In dem sechs Artikel umfassenden Cluster »Kultur, Religion und Psychologie« sieht der katholische Theologe Elmar Nass in der Enzyklika ein neues Paradigma, welches die Spiritualität für Sozialethik fruchtbar macht. Sollte der Graben zwischen Einsicht und Tun überbrückt werden, dann darf man wohl von einer Innovation für die heutigen wirtschafts- und sozialethischen Diskurse sprechen, die zu Recht als Strukturenethik sich von der Individualethik abheben. Spiritualität und Engagement wären damit als politische Praxis zu verstehen. – Einen weiteren Paradigmenwechsel sieht Christoph Bals in der Abkehr von der Herrschaft des Menschen hin zu »Geschwisterlichkeit im gemeinsamen Haus« und findet über die Rolle des Gemeineigentums zu politischen Forderungen.

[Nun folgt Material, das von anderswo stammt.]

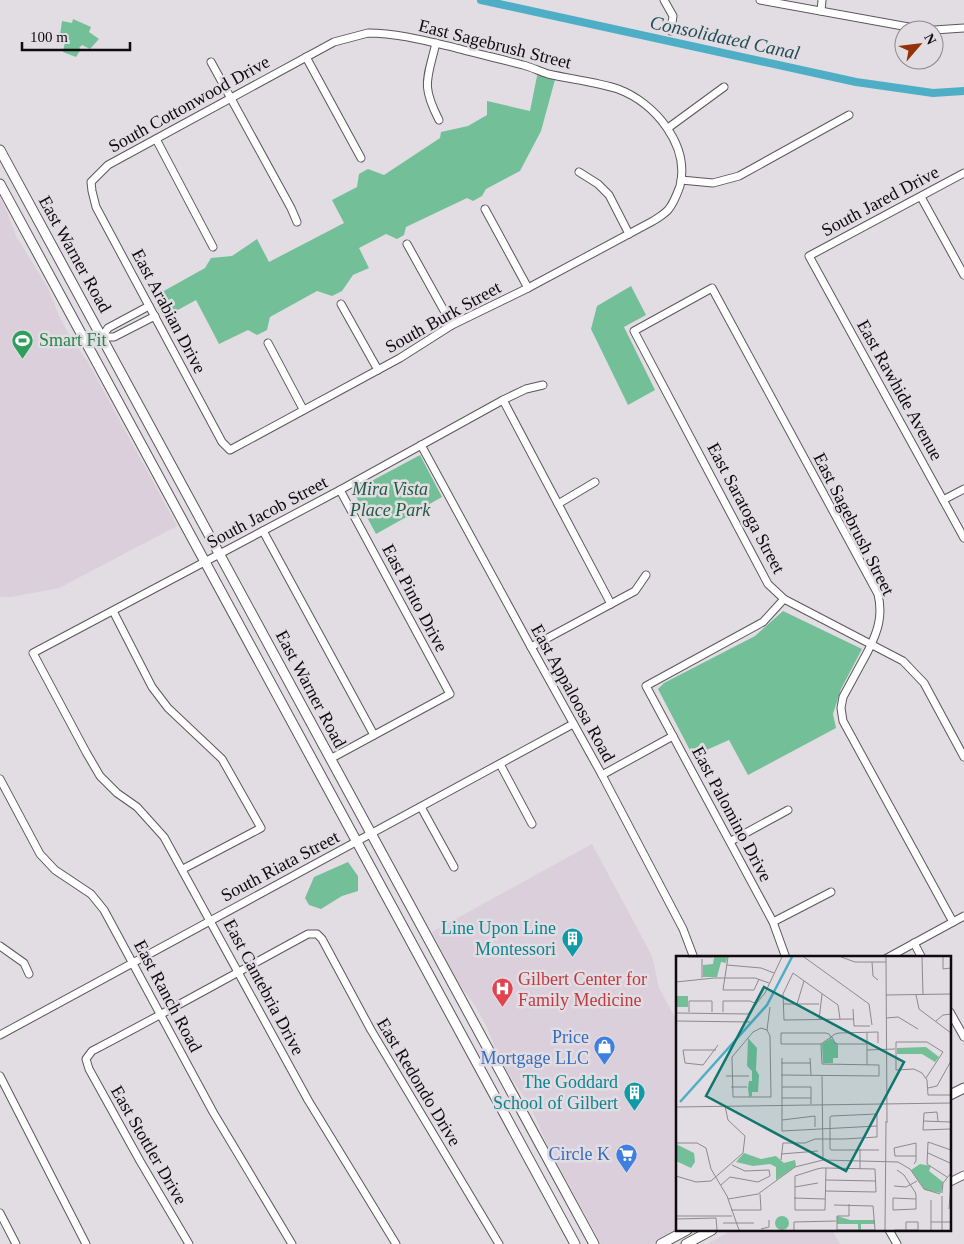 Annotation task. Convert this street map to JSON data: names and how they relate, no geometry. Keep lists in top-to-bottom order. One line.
{"streets":{"main road":["East Warner Road"],"street":["East Sagebrush Street","South Cottonwood Drive","South Jared Drive","East Arabian Drive","South Burk Street","East Rawhide Avenue","East Saratoga Street","South Jacob Street","East Pinto Drive","East Appaloosa Road","East Palomino Drive","South Riata Street","East Cantebria Drive","East Ranch Road","East Redondo Drive","East Stottler Drive"]},"crossings":[["East Sagebrush Street","South Cottonwood Drive"],["East Sagebrush Street","South Burk Street"],["East Sagebrush Street","East Saratoga Street"],["South Cottonwood Drive","East Arabian Drive"],["South Jared Drive","East Rawhide Avenue"],["East Warner Road","South Jacob Street"],["East Warner Road","South Riata Street"],["East Arabian Drive","South Burk Street"],["East Saratoga Street","East Palomino Drive"],["South Jacob Street","East Pinto Drive"],["South Jacob Street","East Appaloosa Road"],["South Jacob Street","East Cantebria Drive"],["East Appaloosa Road","South Riata Street"],["South Riata Street","East Cantebria Drive"],["South Riata Street","East Ranch Road"],["East Cantebria Drive","East Redondo Drive"],["East Ranch Road","East Stottler Drive"]],"water":["Consolidated Canal"],"parks":["Mira Vista Place Park"],"places":{"sports":["Smart Fit"],"building":["Line Upon Line Montessori","The Goddard School of Gilbert"],"hospital":["Gilbert Center for Family Medicine"],"shop":["Price Mortgage LLC"],"supermarket":["Circle K"]},"scale_bar":"100 m","north":"top right"}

Unter der Überschrift »Transfer« sind die Beiträge von Ulf Hahne und Anja Maritneit hervorzuheben: Während der eine Raumnutzungsmuster analysiert und konkrete Veränderungsmöglichkeiten aufzeigt, beschreibt die andere die Bedeutung der Ernährung für Klima und Gerechtigkeit sowie regionaler und globaler Vernetzung.

Fazit: Zu empfehlen ist der Sammelband für Religions-, Ethik-, Wirtschafts- und Politiklehrer und darüber hinaus engagierten Gruppen nicht nur in katholischen Gemeinden.